連載 調査データファイル 雇用・人事システムの構造改革 第43 回 成果主義を問い直す③

労働政策研究・研修機構が行った調査結果によれば、成果主義の導入に関して、労働者は意外なほど積極的であることがわかる。ただし導入に関しては不安があり、その最大の理由は、「上司や管理者が正しく評価するかわからない」。つまり多くは、運用方法に不安を感じているといったところが実態である。
1. 成果主義賃金は賛成だが不安

ジャーナリズムや学者・評論家に評判の悪い成果主義賃金も、それを直接適用される労働者自身の考えは、意外なほど積極的である。労働政策研究・研修機構が行った調査結果(「企業の人事戦略と労働者の就業意識に関する調査」2003 年)によれば、「成果主義的な賃金体系」に対する労働者の考え方で最も多いのは「賛成だが不安」(60.1 %)であり、「賛成」(27.6 %)を加えると約9割近い87.7 %が賛成しており、「反対」はわずか7.1%である。
さらに、成果主義的な賃金体系に反対や不安とする理由としては、「上司や管理者が正しく評価するかわからない」(79.0 %)の回答率が非常に高く、これに次いで「仕事によっては能力が発揮しにくい」(51.0 %)、「収入が不安定になる」(37.8 %)の回答率が高くなっている。これに対して、「同期入社の間で賃金格差が拡大する」(5.7 %)という回答は非常に少ない(図表1)。

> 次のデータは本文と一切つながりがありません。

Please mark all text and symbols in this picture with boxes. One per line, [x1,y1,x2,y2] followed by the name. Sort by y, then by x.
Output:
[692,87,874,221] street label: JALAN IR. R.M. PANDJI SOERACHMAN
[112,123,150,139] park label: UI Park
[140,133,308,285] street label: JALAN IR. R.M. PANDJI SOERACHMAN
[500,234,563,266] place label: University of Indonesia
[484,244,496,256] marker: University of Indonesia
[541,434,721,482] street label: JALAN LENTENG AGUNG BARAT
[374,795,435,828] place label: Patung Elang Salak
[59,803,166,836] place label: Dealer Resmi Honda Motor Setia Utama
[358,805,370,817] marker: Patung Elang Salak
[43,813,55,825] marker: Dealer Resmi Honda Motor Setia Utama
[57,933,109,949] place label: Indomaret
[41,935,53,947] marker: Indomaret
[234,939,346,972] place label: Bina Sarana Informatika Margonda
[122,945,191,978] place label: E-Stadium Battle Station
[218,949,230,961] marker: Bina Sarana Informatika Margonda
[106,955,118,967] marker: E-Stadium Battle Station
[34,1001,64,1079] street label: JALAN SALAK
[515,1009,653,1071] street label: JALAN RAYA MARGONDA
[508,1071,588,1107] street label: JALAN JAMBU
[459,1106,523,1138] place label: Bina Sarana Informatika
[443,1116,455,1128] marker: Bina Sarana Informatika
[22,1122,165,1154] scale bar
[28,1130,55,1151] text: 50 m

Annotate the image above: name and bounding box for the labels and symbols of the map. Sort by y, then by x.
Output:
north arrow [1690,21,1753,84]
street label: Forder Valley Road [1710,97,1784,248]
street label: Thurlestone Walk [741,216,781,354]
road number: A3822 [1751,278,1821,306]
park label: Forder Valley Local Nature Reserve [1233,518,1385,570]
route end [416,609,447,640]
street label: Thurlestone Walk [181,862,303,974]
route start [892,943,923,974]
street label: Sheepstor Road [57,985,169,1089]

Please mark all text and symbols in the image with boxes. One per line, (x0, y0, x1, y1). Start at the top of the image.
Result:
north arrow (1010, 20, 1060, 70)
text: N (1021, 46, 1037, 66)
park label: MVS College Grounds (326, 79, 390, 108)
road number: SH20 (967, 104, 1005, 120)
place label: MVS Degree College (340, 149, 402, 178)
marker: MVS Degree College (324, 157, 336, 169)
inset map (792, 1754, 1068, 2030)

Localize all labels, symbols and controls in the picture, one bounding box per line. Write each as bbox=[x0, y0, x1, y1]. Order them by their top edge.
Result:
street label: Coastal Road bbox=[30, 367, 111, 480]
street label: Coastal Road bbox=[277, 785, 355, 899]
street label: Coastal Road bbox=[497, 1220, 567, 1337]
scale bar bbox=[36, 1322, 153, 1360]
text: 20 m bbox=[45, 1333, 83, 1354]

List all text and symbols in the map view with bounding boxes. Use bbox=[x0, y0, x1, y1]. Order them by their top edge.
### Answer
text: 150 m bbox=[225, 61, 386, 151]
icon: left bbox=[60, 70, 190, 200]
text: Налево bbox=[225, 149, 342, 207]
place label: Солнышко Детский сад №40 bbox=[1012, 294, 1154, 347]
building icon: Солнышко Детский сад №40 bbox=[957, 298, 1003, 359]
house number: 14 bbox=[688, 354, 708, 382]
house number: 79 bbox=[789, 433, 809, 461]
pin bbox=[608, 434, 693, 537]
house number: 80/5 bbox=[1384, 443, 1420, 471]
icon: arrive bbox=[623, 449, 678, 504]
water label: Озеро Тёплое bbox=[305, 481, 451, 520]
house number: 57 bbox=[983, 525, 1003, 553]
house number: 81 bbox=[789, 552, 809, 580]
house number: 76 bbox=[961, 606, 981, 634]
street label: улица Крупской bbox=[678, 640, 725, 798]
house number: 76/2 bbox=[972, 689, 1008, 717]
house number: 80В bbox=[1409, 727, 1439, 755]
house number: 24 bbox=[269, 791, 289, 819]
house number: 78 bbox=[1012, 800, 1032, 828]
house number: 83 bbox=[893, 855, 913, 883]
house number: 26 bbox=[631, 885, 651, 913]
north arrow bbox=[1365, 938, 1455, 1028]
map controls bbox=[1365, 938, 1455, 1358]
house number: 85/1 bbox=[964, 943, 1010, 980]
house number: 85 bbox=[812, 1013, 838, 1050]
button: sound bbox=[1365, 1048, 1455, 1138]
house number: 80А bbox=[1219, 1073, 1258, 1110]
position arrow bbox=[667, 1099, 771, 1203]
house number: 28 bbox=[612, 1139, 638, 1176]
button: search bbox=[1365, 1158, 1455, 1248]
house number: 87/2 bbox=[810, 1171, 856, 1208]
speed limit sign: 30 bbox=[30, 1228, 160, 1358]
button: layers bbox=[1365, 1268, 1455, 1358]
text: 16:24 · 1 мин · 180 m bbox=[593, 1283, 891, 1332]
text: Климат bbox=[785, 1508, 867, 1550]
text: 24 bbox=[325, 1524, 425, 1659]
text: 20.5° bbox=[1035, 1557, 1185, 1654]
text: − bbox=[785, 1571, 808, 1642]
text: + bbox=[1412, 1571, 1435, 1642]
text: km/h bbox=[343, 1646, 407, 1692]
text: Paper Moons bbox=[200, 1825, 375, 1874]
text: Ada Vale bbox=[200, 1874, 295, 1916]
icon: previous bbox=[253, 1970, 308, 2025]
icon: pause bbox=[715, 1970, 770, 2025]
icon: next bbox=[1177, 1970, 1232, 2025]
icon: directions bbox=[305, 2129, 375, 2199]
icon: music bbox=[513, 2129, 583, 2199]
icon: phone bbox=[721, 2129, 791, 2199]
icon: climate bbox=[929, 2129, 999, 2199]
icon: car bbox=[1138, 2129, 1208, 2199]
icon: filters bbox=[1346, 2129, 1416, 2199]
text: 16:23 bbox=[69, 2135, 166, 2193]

こうしたアンケート結果を見る限り、労働者は成果主義賃金を拒絶しているわけではなく、むしろその導入に関しては積極的である。ただし、導入に際しては不安がある。不安の最大の理由は「上司や管理者が正しく評価するかわからない」ことであり、さらには仕事の内容によっては成果主義になじみにくい、つまり成果が明確な形で表れにくい、あるいは成果が短期的には表れにくい、といったことを不安に思っている。